Mechanistic epidemiological modelling, which explicitly represents the processes of a pathosystem, is crucial for understanding and anticipating the transmission of pathogens in populations, and for comparing the feasibility and effectiveness of realistic control strategies. The development of such models is complex, as they must represent the dynamics of propagation, the structure of populations, interactions with their environment, etc. Artificial intelligence (AI) methods can be used to develop modelling frameworks that facilitate the expression, writing, validation and reuse of models in a form that can be read by non-modelling scientists (e.g. the EMULSION software developed at BIOEPAR). However, in certain livestock systems, the strong spatial and temporal structuring of populations can lead to complexity that must be taken into account in order to propose realistic measures. Facilitating the development of such models, while preserving the generic nature of the methods used, remained a challenge, to which the work published this year in the international AI conference ICAART responds.


The article published at ICAART proposes the formalization of the couplings and constraints between the various population structures (spatial and temporal) by means of methods at the confluence of AI (multi-agent simulations) and software engineering. An original, generic and reusable abstraction has been developed and integrated into the EMULSION software, thus allowing the modelling of complex pathosystems. The associated modelling language allows to describe these structures without writing code.

As a proof of concept, this approach was applied to model the strip management of a pig farrow-to-finish farm. The representation and coupling of the different organisational levels (bands and litters; sectors, buildings and rooms) are facilitated and can be modified as required. This method makes it possible to monitor the status of individuals and groups of individuals, their evolution, and to parameterise their relationships to reflect realistic situations (number of bands, rooms, bands per room, assignment according to physiological status, etc.). These specifications are managed automatically by the simulation engine extension. The simulation results, which are in line with the actual conduct in the field, and the exchanges conducted with biologist and veterinary researchers, confirm the relevance of this approach.
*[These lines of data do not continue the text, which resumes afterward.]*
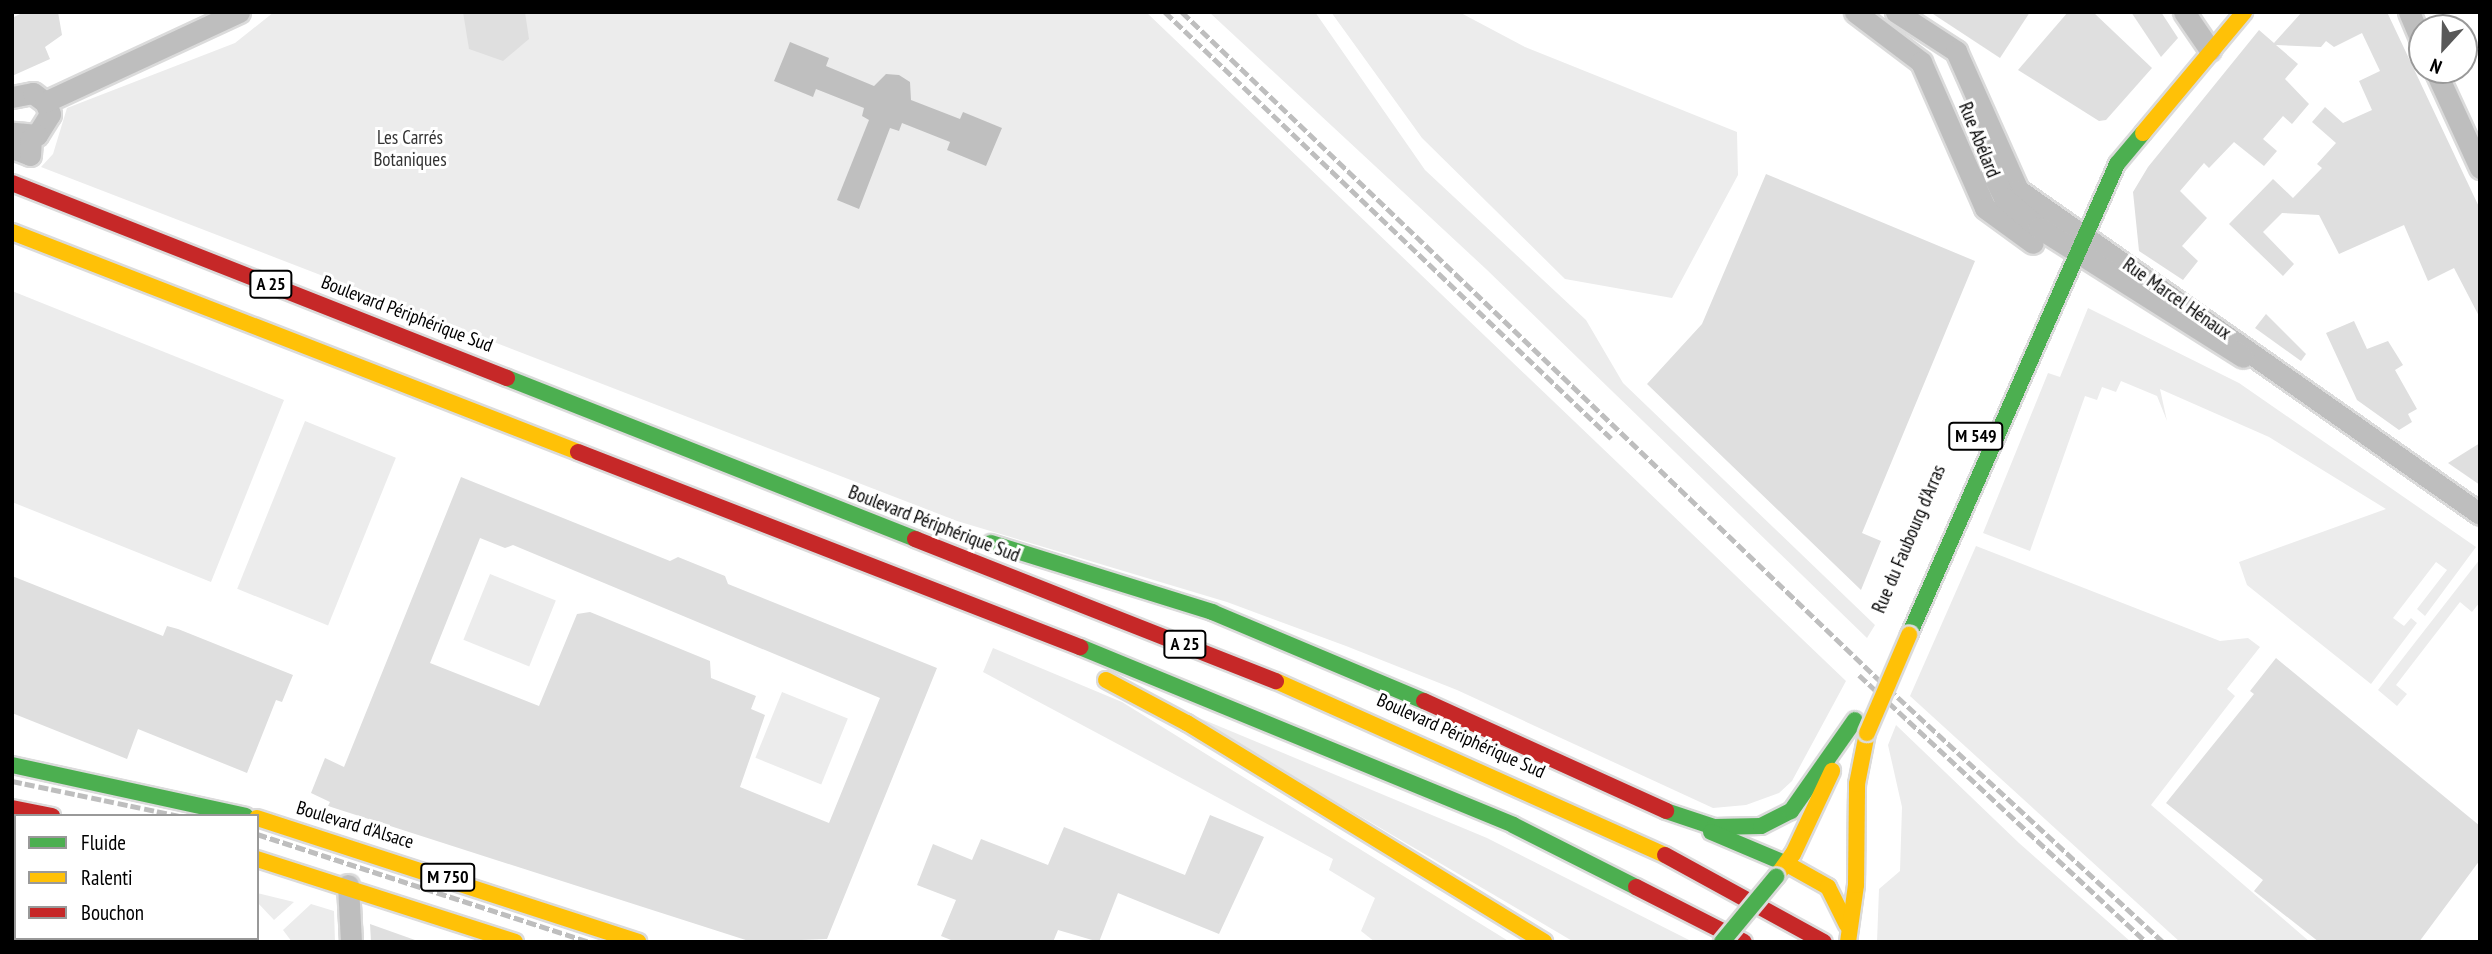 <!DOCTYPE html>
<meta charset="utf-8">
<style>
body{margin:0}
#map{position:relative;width:2492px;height:954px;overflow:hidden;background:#fff;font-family:"PT Sans Narrow",sans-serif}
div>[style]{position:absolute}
.green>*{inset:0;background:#ececec;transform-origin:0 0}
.water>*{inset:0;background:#bfbfbf}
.building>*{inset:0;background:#dfdfdf}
.roads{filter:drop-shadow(2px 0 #dbdbdb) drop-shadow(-2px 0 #dbdbdb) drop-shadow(0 2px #dbdbdb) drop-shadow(0 -2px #dbdbdb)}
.street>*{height:21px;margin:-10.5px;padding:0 10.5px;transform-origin:10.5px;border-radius:10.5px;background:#bebebe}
.fast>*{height:16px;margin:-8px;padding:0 8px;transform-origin:8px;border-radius:8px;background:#4caf50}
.slow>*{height:16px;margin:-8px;padding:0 8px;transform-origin:8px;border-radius:8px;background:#ffc107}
.jam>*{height:16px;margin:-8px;padding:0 8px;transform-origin:8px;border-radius:8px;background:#c62828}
.rail>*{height:5px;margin-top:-2.5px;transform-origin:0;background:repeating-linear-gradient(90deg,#bebebe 0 10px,transparent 0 13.5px)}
.bridges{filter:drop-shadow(2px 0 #dbdbdb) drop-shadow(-2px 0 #dbdbdb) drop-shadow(0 2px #dbdbdb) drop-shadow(0 -2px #dbdbdb)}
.fast-bridge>*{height:16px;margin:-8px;padding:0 8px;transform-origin:8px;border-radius:8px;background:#4caf50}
.slow-bridge>*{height:16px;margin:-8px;padding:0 8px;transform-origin:8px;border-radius:8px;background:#ffc107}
span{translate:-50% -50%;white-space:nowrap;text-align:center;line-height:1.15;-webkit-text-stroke:6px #fff;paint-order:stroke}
.shield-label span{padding:2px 5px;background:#fff;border:2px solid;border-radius:5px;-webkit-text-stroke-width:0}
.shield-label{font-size:18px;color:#000;font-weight:700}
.park-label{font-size:19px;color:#333}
.street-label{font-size:19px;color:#000}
.frame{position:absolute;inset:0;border:14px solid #000;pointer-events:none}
.legend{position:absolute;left:14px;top:814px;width:245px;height:126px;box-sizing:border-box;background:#fff;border:2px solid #999;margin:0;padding:9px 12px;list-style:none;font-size:21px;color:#000}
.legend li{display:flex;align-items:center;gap:14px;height:35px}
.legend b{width:35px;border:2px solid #999}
.north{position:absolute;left:2408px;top:14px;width:70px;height:70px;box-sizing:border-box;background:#fff;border:2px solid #999;border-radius:50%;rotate:202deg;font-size:19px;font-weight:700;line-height:28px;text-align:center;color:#000}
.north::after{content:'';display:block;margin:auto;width:24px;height:32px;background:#595959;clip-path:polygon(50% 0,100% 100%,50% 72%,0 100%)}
</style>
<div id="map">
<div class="green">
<i style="clip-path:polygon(274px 12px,1146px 12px,1846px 681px,1792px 781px,1779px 793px,1746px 805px,1713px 808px,1457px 690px,1346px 646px,1227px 602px,957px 521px,41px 167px,53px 154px,67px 108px,235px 43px)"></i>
<i style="clip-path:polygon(1209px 12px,1315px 12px,1425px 170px,1586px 320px,1623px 383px,1875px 625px,1867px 638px,1486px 269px)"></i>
<i style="clip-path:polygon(1331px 12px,1459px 12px,1525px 47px,1737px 132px,1738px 175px,1672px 298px,1565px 279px,1422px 138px)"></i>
<i style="clip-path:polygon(12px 291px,284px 400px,211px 582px,12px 502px)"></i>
<i style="clip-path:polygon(2088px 308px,2239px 383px,2476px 547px,2425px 616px,2417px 609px,2447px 570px,2436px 562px,2393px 618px,2404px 626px,2411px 618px,2417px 623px,2371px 684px,2247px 585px,2239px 562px,2386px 509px,2269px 437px,2160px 389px,2167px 421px,2157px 396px,2121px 381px,2116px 392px,2102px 387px,2097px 400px,2085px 396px,2030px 551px,1983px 533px,2048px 373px,2060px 377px)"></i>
<i style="left:305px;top:421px;width:98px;height:181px;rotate:22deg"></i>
<i style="clip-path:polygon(1976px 546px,2220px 641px,2248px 638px,2260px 647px,2227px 689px,2235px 696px,2151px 805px,2310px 942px,2180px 942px,1910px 696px)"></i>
<i style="clip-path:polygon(2480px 559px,2480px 602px,2472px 612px,2460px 602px,2396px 685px,2407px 694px,2397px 706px,2378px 690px)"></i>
<i style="left:490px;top:574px;width:71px;height:71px;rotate:22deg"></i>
<i style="clip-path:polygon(993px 648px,1122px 702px,1510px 942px,1375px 942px,1361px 931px,1375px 898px,1329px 870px,1333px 859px,983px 672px)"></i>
<i style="left:782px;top:692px;width:71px;height:71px;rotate:22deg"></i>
<i style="clip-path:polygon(1180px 710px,1487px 838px,1693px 942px,1574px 942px)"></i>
<i style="clip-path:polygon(1896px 725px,2019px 843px,2131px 942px,1877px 942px,1879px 889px,1900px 871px,1902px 807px,1888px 745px)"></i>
<i style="clip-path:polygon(257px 893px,294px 902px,274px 920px,257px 902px)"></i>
<i style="clip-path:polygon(311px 904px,334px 911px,335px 942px,292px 942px,283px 930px)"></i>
</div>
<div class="water">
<i style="clip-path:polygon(790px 42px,829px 58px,826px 66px,874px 86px,886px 74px,899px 75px,910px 82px,911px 100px,960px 119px,963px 112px,1002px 128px,986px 166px,947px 150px,950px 142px,902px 123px,899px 131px,890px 128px,859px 209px,837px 200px,869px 120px,862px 116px,864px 108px,816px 89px,813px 97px,774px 81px)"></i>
</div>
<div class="building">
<i style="clip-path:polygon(24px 12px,58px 12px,62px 35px,45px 47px,50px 59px,12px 76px,12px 18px)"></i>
<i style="clip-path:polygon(463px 12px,525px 12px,529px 39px,503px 61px,469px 49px)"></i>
<i style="clip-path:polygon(1930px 12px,2030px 12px,2000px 58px)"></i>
<i style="clip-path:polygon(2068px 12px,2093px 12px,2152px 68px,2106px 120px,2099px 121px,2018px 70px)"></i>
<i style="clip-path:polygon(2131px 12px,2161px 12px,2178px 38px,2161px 57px)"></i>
<i style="clip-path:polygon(2302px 12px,2387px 12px,2480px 209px,2480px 318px,2454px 268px,2428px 281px,2404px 225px,2339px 254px,2319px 215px,2282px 213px,2263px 232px,2294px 264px,2283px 276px,2229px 224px,2273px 179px,2293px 198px,2322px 168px,2317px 164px,2336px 143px,2312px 122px,2325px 107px,2343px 123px,2372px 110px,2359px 81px,2380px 71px,2362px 33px,2334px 47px,2326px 41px,2321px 47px,2276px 45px,2298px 64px,2285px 79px,2309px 104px,2292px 124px,2283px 116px,2263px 139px,2277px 151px,2264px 166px,2234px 142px,2209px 168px,2204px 163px,2180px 191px,2207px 218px,2182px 246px,2198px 261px,2183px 280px,2139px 251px,2133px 192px,2148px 167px,2259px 30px,2274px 43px)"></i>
<i style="clip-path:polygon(1766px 174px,1975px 261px,1862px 533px,1881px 541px,1861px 590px,1647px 384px,1702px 324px)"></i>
<i style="clip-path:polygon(2266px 314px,2306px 354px,2301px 361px,2255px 328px)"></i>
<i style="clip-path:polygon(2354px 321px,2367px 349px,2388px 341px,2403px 365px,2395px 370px,2417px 409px,2408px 414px,2412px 422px,2399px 430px,2357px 400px,2326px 333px)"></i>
<i style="clip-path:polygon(2480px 443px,2480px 485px,2448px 463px)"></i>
<i style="clip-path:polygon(evenodd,461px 477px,670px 561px,678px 557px,725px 576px,728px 584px,937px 668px,827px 939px,752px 942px,328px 806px,330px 802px,311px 793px,325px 758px,344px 767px,461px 477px,480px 538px,505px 548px,513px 545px,880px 698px,829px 823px,740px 787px,765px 715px,751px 709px,756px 696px,711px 678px,710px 661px,590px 612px,577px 614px,539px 706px,430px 663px,480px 538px)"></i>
<i style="clip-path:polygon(12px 576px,163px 636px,167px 626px,178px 629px,293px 675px,282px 702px,276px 700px,247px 773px,138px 729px,127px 759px,12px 713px)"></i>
<i style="clip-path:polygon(2276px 658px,2480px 826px,2480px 860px,2419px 942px,2319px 942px,2254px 891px,2263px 880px,2166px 803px,2254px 694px,2250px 691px)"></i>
<i style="clip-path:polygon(1210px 815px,1264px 837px,1219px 934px,1118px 893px,1099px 942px,1058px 930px,1053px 942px,956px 942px,941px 936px,956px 900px,917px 885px,933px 844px,972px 860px,981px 839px,1048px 865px,1064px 827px,1185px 875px)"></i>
<i style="clip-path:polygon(370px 924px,415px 940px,414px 942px,371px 942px)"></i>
</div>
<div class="roads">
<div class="street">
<i style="left:1855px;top:12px;width:83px;rotate:37.1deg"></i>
<i style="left:1921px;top:62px;width:159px;rotate:66.3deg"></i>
<i style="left:1985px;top:208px;width:59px;rotate:36.1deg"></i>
<i style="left:1896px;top:12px;width:72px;rotate:33deg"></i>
<i style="left:1956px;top:51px;width:152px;rotate:66deg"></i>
<i style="left:2018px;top:190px;width:564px;rotate:35.04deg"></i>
<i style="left:2184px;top:12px;width:46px;rotate:55.6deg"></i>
<i style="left:2409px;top:12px;width:33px;rotate:67deg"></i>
<i style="left:2435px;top:70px;width:108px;rotate:65.3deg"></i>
<i style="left:12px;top:97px;width:21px;rotate:-11deg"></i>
<i style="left:33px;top:93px;width:15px;rotate:37deg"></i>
<i style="left:45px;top:102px;width:13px;rotate:67deg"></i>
<i style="left:50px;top:114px;width:25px;rotate:122deg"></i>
<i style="left:37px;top:135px;width:25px;rotate:-175deg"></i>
<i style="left:45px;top:102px;width:214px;rotate:-24.9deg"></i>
<i style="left:12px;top:148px;width:19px;rotate:21deg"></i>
<i style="left:30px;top:155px;width:17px;rotate:-87deg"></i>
<i style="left:1991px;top:171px;width:30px;rotate:64deg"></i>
<i style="left:2004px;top:198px;width:46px;rotate:40.6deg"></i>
<i style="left:2039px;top:228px;width:241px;rotate:32.3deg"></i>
<i style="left:348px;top:885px;width:57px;rotate:87deg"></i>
</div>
<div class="fast">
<i style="left:507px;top:378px;width:439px;rotate:21.5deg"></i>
<i style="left:991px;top:543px;width:232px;rotate:17.3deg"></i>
<i style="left:1212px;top:612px;width:230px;rotate:22.8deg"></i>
<i style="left:1909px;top:635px;width:515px;rotate:-66.17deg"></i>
<i style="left:2117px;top:164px;width:40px;rotate:-50deg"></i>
<i style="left:1080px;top:647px;width:468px;rotate:22.3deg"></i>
<i style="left:1513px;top:825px;width:138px;rotate:26.8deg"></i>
<i style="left:12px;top:765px;width:239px;rotate:12.3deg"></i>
<i style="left:1666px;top:811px;width:51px;rotate:18.4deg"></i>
<i style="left:1714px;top:827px;width:47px;rotate:-1.2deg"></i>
<i style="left:1761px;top:826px;width:34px;rotate:-27deg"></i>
<i style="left:1791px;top:811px;width:111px;rotate:-54.9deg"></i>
<i style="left:1711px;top:832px;width:82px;rotate:22.8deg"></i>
</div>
<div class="slow">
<i style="left:2143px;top:133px;width:158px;rotate:-50.1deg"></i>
<i style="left:12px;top:232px;width:607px;rotate:21.24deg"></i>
<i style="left:1106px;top:680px;width:92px;rotate:28deg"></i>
<i style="left:1187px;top:723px;width:419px;rotate:31.5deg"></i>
<i style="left:1276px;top:681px;width:426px;rotate:24.1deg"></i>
<i style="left:257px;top:818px;width:401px;rotate:18deg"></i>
<i style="left:257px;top:859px;width:271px;rotate:17.8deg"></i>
<i style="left:1787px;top:864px;width:47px;rotate:29.3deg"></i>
<i style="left:1828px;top:887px;width:42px;rotate:63.4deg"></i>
<i style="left:1776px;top:877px;width:29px;rotate:-54deg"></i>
<i style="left:1793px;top:854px;width:92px;rotate:-64.8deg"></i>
<i style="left:1848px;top:942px;width:58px;rotate:-82deg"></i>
<i style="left:1856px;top:885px;width:101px;rotate:-89.4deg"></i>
<i style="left:1857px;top:784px;width:52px;rotate:-78.9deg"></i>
</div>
<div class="jam">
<i style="left:12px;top:183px;width:532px;rotate:21.5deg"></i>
<i style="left:578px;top:452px;width:539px;rotate:21.23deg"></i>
<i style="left:915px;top:539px;width:388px;rotate:21.5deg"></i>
<i style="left:1424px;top:701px;width:266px;rotate:24.4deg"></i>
<i style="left:12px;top:808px;width:41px;rotate:11.3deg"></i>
<i style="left:1665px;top:855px;width:181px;rotate:28.7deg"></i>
<i style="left:1636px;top:887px;width:121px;rotate:27deg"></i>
</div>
</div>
<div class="rail">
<i style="left:1165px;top:12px;width:617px;rotate:43.69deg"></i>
<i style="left:1182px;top:12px;width:964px;rotate:43.78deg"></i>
<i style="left:1878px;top:679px;width:388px;rotate:42.7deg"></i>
<i style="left:1859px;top:675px;width:392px;rotate:42.9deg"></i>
<i style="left:12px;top:781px;width:172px;rotate:11.8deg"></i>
<i style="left:257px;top:834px;width:350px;rotate:18deg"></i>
</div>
<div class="bridges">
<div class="fast-bridge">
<i style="left:1722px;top:942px;width:85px;rotate:-50.3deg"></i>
</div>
<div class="slow-bridge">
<i style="left:1867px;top:733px;width:107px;rotate:-66.8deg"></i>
</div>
</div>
<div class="shield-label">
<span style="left:271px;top:284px">A 25</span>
<span style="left:1976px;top:436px">M 549</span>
<span style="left:1185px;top:644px">A 25</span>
<span style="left:448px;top:877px">M 750</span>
</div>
<div class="park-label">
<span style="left:410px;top:149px">Les Carrés<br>Botaniques</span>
</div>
<div class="street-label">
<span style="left:1979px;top:140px;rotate:68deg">Rue Abélard</span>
<span style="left:2177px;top:299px;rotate:35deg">Rue Marcel Hénaux</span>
<span style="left:407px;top:314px;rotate:21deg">Boulevard Périphérique Sud</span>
<span style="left:934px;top:524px;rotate:21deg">Boulevard Périphérique Sud</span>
<span style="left:1909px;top:539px;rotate:-67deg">Rue du Faubourg d'Arras</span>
<span style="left:1461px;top:736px;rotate:24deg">Boulevard Périphérique Sud</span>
<span style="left:355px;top:825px;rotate:17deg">Boulevard d'Alsace</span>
</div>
<div class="frame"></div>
<ul class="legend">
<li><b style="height:9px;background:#4caf50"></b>Fluide</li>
<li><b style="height:9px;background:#ffc107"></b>Ralenti</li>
<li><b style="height:9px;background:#c62828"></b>Bouchon</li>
</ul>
<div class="north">N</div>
</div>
The ability of epidemiological models to explicitly take into account the strong structuring of populations in space and time makes it possible to finely parameterise transmission routes, to identify precise control levers in relation to realistic practices, and to integrate finer grains according to the hypotheses to be explored, without impacting the structure of the model. This organisational model will be applied to the modelling of swine influenza (influenza A) and porcine reproductive and respiratory syndrome (PRRS). In the longer term, it should facilitate the integration of finer (intra-host) or broader (inter-population) scales in the same model in a homogeneous manner.

Bibliographical references

Sicard, V., Andraud, M., Picault, S., 2021. Organization as a Multi-level Design Pattern for Agent-based Simulation of Complex Systems:, in: Proceedings of the 13th International Conference on Agents and Artificial Intelligence. SCITEPRESS. doi:10.5220/0010223202320241


Organisational system applied to a farrow-to-finish pig farm, to represent social structuring in bands/litter and spatial structuring in sectors/barns.
The same mechanisms are used for both types of organisation.